So it’s not surprising that Trump and an assortment of other Republicans have expressed varying degrees of sympathy for the unionized autoworkers who just launched a historic industry-wide strike for better wages and working conditions. But there was a conspicuous, even anachronistic exception among nationally prominent GOP politicians: South Carolina senator and presidential candidate Tim Scott. As NBC News reported:
“It’s the latest of several critical comments Scott has made about the autoworkers, even as other GOP presidential candidates steer clear of criticizing them amid a strike at three plants so far …
“’I think Ronald Reagan gave us a great example when federal employees decided they were going to strike. He said, you strike, you’re fired. Simple concept to me. To the extent that we can use that once again, absolutely.’”
Scott’s frank embrace of old-school union bashing wouldn’t have drawn much notice 40 or 50 years ago. And to be clear, other Republicans aren’t fans of the labor movement: For the most part, MAGA Republicans appeal to the working class via a mix of cultural conservatism, economic and foreign-policy nationalism, nativism, and producerism (i.e., pitting private-sector employers and employees against the financial sector, educational elites, and those dependent on public employment or assistance). One particularly rich lode of ostensibly pro-worker rhetoric has been to treat environmental activism as inimical to the economic growth and specific job opportunities wage earners need.
So unsurprisingly, Republican politicians who want to show some sympathy for the autoworkers have mostly focused on the alleged threat of climate-change regulations generally and electric vehicles specifically to the well-being of UAW members, as Politico reported:
“’This green agenda that is using taxpayer dollars to drive our automotive economy into electric vehicles is understandably causing great anxiety among UAW members,’ [Mike Pence] said on CNN’s “State of the Union.”
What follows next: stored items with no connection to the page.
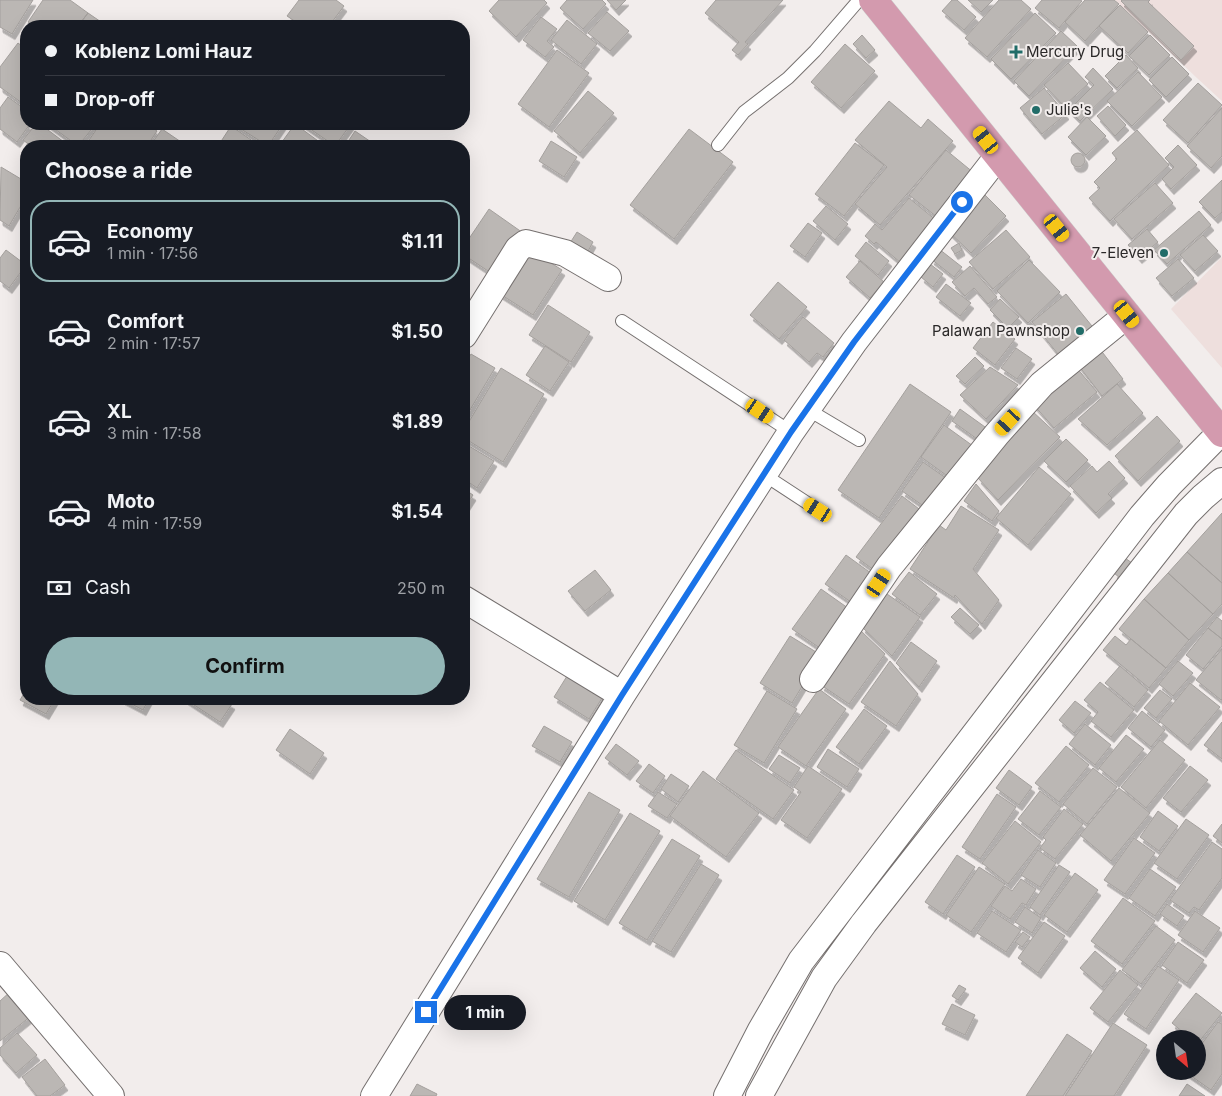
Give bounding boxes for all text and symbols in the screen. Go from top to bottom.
text: Koblenz Lomi Hauz [75,40,253,63]
place label: Mercury Drug [1026,42,1124,61]
marker: Mercury Drug [1010,46,1022,58]
text: Drop-off [75,88,155,111]
place label: Julie's [1046,100,1092,119]
marker: Julie's [1030,104,1042,116]
car [970,124,1001,156]
text: Choose a ride [45,157,193,183]
route start [951,191,973,213]
car [1041,212,1072,244]
icon: car [47,219,92,264]
text: Economy [107,220,193,243]
text: $1.11 [401,230,443,253]
text: 1 min · 17:56 [107,243,198,263]
place label: 7-Eleven [1092,243,1154,262]
marker: 7-Eleven [1158,247,1170,259]
car [1111,298,1142,330]
icon: car [47,309,92,354]
text: Comfort [107,310,184,333]
text: $1.50 [391,320,443,343]
place label: Palawan Pawnshop [932,321,1070,340]
marker: Palawan Pawnshop [1074,325,1086,337]
text: 2 min · 17:57 [107,333,201,353]
car [743,396,776,426]
icon: car [47,399,92,444]
text: XL [107,400,132,423]
car [992,406,1023,438]
text: $1.89 [392,410,443,433]
text: 3 min · 17:58 [107,423,202,443]
icon: car [47,489,92,534]
text: Moto [107,490,155,513]
car [801,496,834,524]
text: $1.54 [391,500,443,523]
text: 4 min · 17:59 [107,513,202,533]
car [864,566,893,600]
icon: cash [45,574,73,602]
text: Cash [85,576,131,599]
text: 250 m [397,578,445,598]
button: Confirm [45,637,445,695]
callout: 1 min [444,994,526,1030]
route end [415,1001,437,1023]
text: 1 min [465,1002,505,1022]
north arrow [1156,1030,1206,1080]
map controls [1156,1030,1206,1080]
“Other Republicans followed suit, with a National Republican Senatorial Committee spokesperson calling out Michigan Democratic Rep. Elissa Slotkin — Democrats’ favored candidate for the state’s open Senate seat — for her Thursday vote allowing state-level limits or bans on gas-powered cars as choosing her ‘party over Michigan.'”
More strikingly, Trump, the 2024 presidential front-runner, is planning to hold an event with Michigan workers at the very moment his GOP rivals are holding their second debate next week, notes the Washington Post:
“While other Republican candidates participate in the Sept. 27 event in California, Trump instead plans to speak to more than 500 autoworkers, plumbers, electricians and pipe-fitters, the adviser said. The group is likely to include workers from the United Auto Workers union that is striking against the Big Three automakers in the country’s Rust Belt. The Trump adviser added that it is unclear whether the former president will visit the strike line.
“Trump’s campaign also created a radio ad, to run on sports- and rock-themed stations in Detroit and Toledo, meant to present him as being on the side of striking autoworkers, the adviser said.”
There’s no evidence Trump has any understanding of, much less sympathy with, the strikers’ actual demands. But in contrast to Scott’s remarks endorsing the dismissal of striking workers, it shows that at least some Republicans are willing (rhetorically, at least) to bite the hand that feeds in the pursuit of votes.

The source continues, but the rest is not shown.